Task instructions: Would you find each line in the entries below with the string "data" and copy it?

Exercise material:
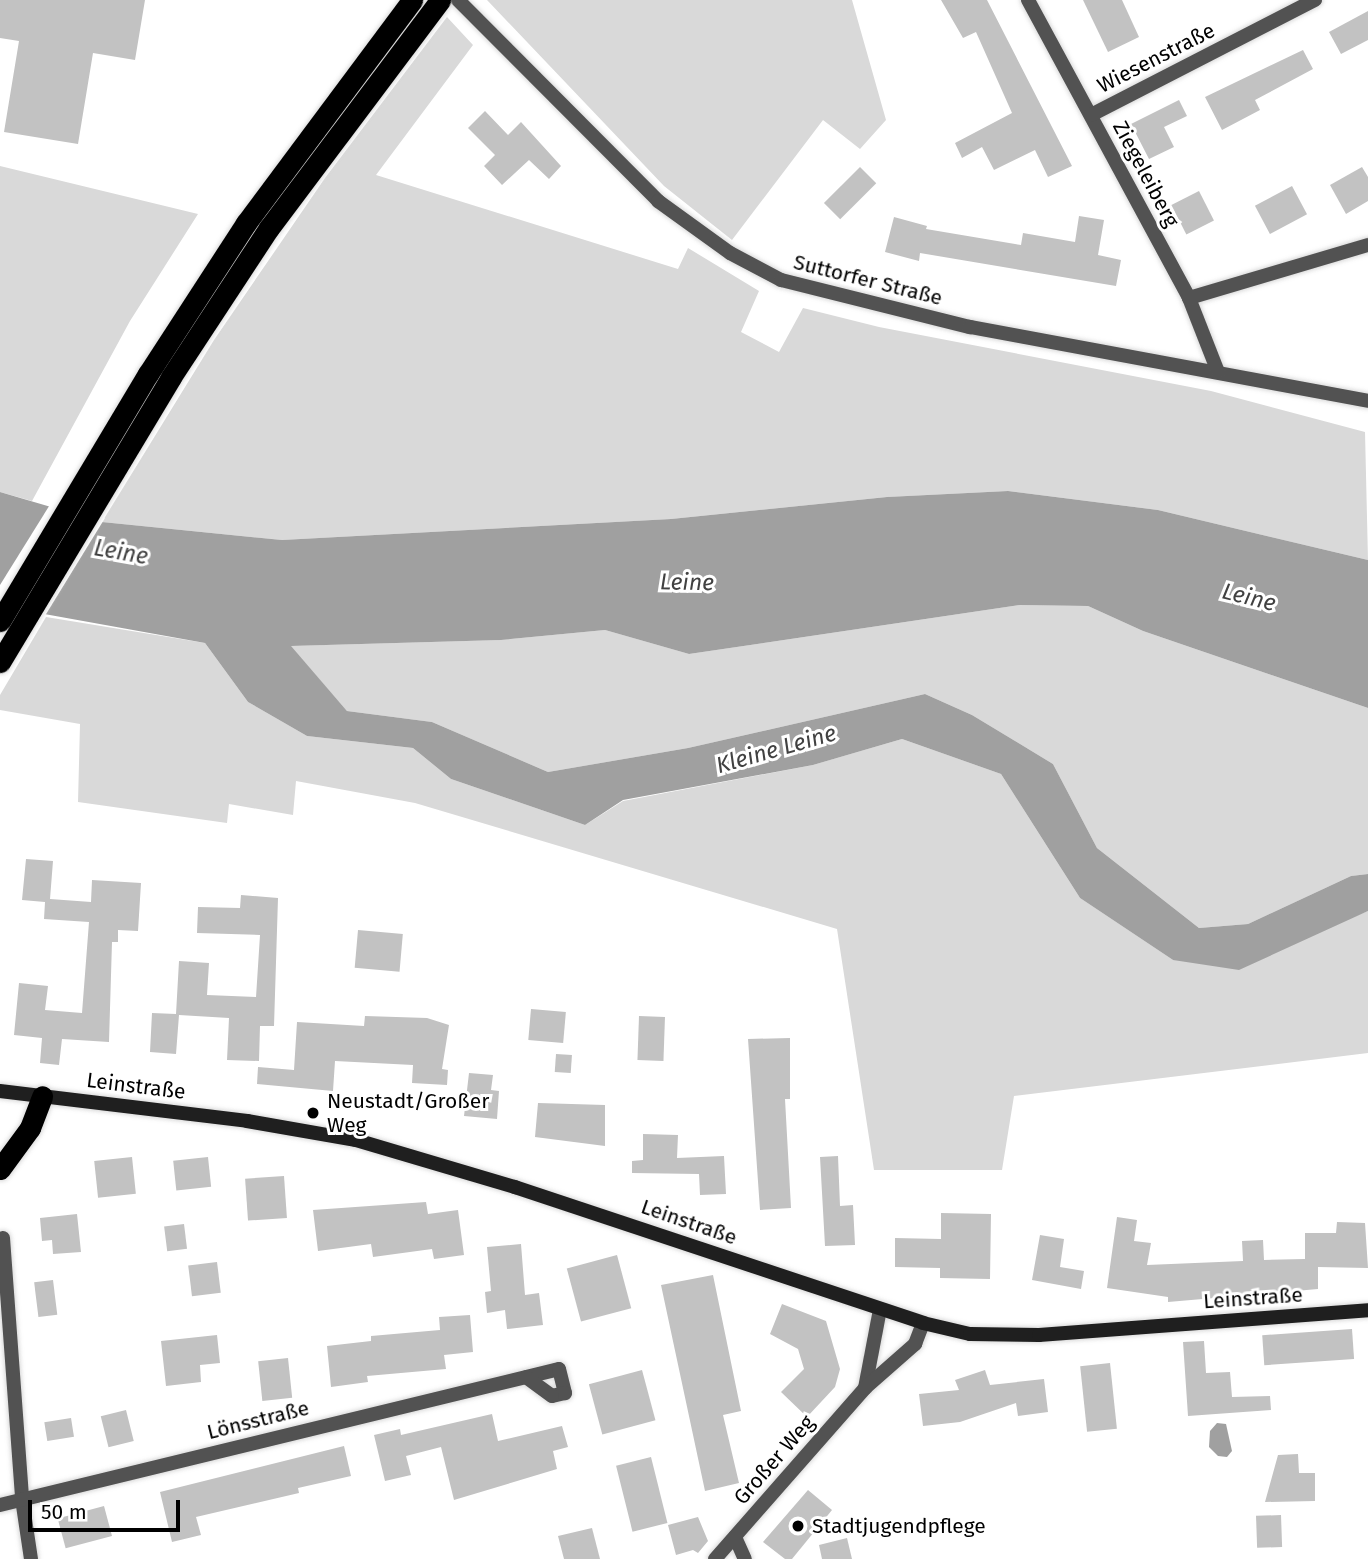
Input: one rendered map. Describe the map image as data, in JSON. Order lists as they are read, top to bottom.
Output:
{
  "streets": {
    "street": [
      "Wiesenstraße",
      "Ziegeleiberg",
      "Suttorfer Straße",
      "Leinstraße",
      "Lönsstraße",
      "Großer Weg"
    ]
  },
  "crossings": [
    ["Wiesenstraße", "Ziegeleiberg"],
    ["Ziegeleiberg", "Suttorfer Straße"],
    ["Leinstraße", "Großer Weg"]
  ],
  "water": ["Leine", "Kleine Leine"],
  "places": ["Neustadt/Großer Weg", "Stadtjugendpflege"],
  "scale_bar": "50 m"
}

---

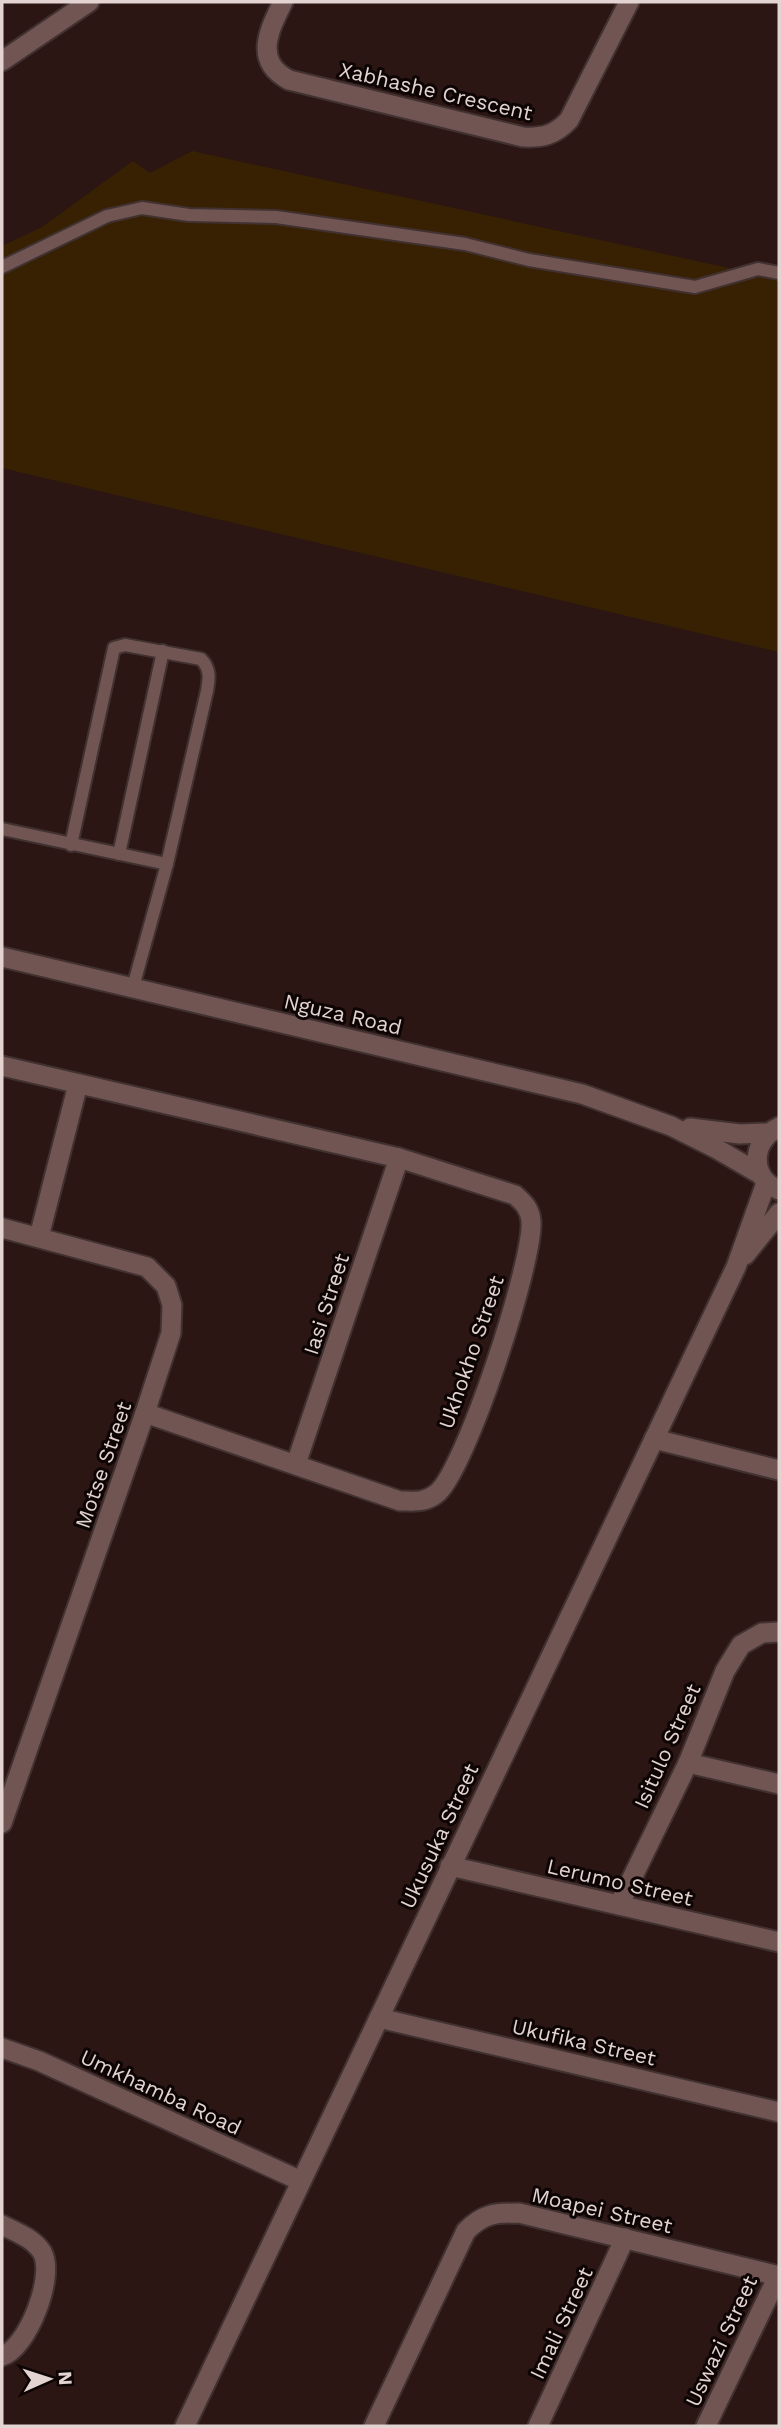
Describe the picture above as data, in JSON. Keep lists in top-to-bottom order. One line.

Answer to this exercise:
Input: one rendered map. Describe the map image as data, in JSON. Order lists as they are read, top to bottom.
Describe the picture above as data, in JSON. Keep lists in top-to-bottom order. One line.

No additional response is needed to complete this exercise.